Implications for conservation and infectious disease management
Epidemiological modelling studies in humans have shown that targeting central individuals for control efforts is significantly more effective in mitigating disease than applying control efforts randomly (Lloyd-Smith et al. 2005; Salathé et al. 2010). In a handful of cases, vaccination has been used to reduce the impact of emergent epidemics in endangered wildlife populations (gorilla measles and chimpanzee polio: Woodford, Butynski & Karesh 2002; Ethiopian wolf rabies: Haydon et al. 2006). Given the detrimental impacts of pathogens on great ape communities (e.g. Bermejo et al. 2006; Caillaud et al. 2006; Köndgen et al. 2008), some wildlife biologists have called for vaccinating great apes prophylactically for high-risk pathogens (Ryan & Walsh 2011).

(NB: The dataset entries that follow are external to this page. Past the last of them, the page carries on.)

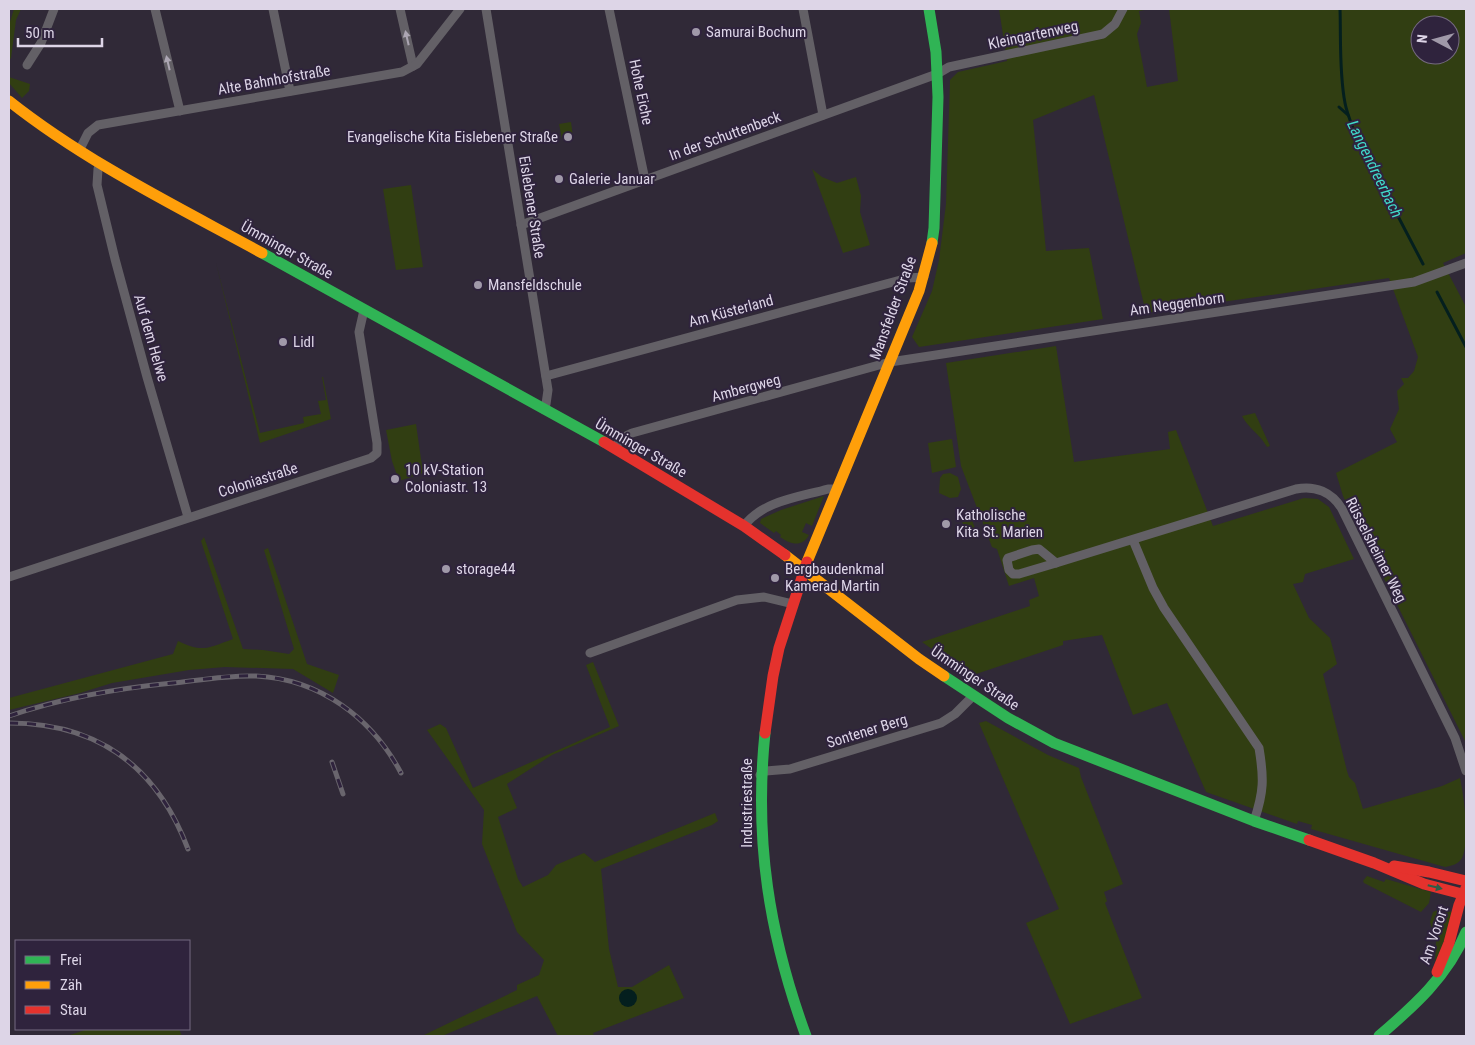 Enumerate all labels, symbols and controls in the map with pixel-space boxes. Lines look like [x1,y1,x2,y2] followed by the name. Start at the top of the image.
[18,15,101,47] scale bar
[1410,15,1460,65] north arrow
[986,17,1080,53] street label: Kleingartenweg
[706,23,806,41] place label: Samurai Bochum
[25,24,55,42] text: 50 m
[690,26,702,38] marker: Samurai Bochum
[403,30,411,45] one-way arrow
[1414,34,1430,44] text: N
[164,56,172,71] one-way arrow
[625,58,657,126] street label: Hohe Eiche
[216,61,332,99] street label: Alte Bahnhofstraße
[667,107,783,165] street label: In der Schuttenbeck
[1343,117,1407,221] water label: Langendreerbach
[347,128,558,146] place label: Evangelische Kita Eislebener Straße
[562,131,574,143] marker: Evangelische Kita Eislebener Straße
[515,154,549,260] street label: Eislebener Straße
[569,170,655,188] place label: Galerie Januar
[553,173,565,185] marker: Galerie Januar
[238,217,336,283] street label: Ümminger Straße
[866,254,920,362] street label: Mansfelder Straße
[488,276,582,294] place label: Mansfeldschule
[472,279,484,291] marker: Mansfeldschule
[1128,288,1226,320] street label: Am Neggenborn
[687,291,775,331] street label: Am Küsterland
[130,292,172,384] street label: Auf dem Helwe
[293,333,314,351] place label: Lidl
[277,336,289,348] marker: Lidl
[710,370,782,406] street label: Ambergweg
[592,415,690,481] street label: Ümminger Straße
[216,459,300,501] street label: Coloniastraße
[405,461,487,496] place label: 10 kV-Station Coloniastr. 13
[389,473,401,485] marker: 10 kV-Station Coloniastr. 13
[1342,494,1410,606] street label: Rüsselsheimer Weg
[956,506,1043,541] place label: Katholische Kita St. Marien
[940,518,952,530] marker: Katholische Kita St. Marien
[456,560,515,578] place label: storage44
[785,560,884,595] place label: Bergbaudenkmal Kamerad Martin
[440,563,452,575] marker: storage44
[769,572,781,584] marker: Bergbaudenkmal Kamerad Martin
[927,642,1023,714] street label: Ümminger Straße
[824,710,910,752] street label: Sontener Berg
[738,758,756,848] street label: Industriestraße
[1427,883,1442,891] one-way arrow
[1416,904,1452,966] street label: Am Vorort
[15,940,190,1030] legend
[60,951,82,969] text: Frei
[60,976,82,994] text: Zäh
[60,1001,87,1019] text: Stau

To effectively plan control strategies and minimize human interference, network models can indicate the minimum number of well-connected individuals that should be vaccinated to reduce outbreak sizes (as per: Salathé et al. 2010). Importantly, using coarser connectivity metrics such as party size or group membership to parameterize infectious disease models would only capture a fraction of the contact heterogeneity observed in the networks described here. Our next steps include using susceptible–infected–recovered (SIR) bond percolation models (Newman 2002; Meyers 2007) to simulate pathogen transmission on the observed monthly chimpanzee networks to assess the effectiveness of different intervention strategies in mitigating epidemics (such as targeting core-ranging individuals with large families for vaccination). This work is already underway with results from these simulations showing that moderately infectious pathogens (e.g. influenza) starting in core-ranging adult females and juveniles with large families are likely to generate significantly larger outbreaks than infections starting in other individuals (J. Rushmore, unpublished data).

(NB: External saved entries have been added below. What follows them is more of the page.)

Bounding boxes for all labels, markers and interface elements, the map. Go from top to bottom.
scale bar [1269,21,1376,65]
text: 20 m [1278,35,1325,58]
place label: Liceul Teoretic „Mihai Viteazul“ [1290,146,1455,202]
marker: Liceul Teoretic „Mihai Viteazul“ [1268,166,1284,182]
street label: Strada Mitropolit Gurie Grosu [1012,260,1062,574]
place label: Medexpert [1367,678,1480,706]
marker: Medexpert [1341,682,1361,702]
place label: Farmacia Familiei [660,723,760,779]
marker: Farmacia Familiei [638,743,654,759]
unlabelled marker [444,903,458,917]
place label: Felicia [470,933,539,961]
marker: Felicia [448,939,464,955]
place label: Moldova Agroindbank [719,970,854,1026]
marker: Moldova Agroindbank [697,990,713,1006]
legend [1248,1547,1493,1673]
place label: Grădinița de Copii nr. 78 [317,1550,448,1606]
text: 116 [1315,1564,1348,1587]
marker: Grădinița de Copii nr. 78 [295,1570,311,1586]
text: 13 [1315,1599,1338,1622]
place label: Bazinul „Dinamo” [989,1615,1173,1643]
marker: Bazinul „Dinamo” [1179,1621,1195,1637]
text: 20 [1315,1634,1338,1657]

Our findings are limited by examining a single chimpanzee community, and we recognize the need for similar analyses at additional field sites to provide a more comprehensive framework for designing disease management plans. Notably, the association data necessary for network analyses are likely available in long-term data bases for many habituated wild ape communities. We encourage additional researchers to analyse such association data with a focus on potential pathogen transmission routes. In conclusion, our findings demonstrate temporal and interindividual variation in association patterns for a wild chimpanzee community and highlight how such behavioural variation could be incorporated into the development of disease management strategies for an endangered wildlife population.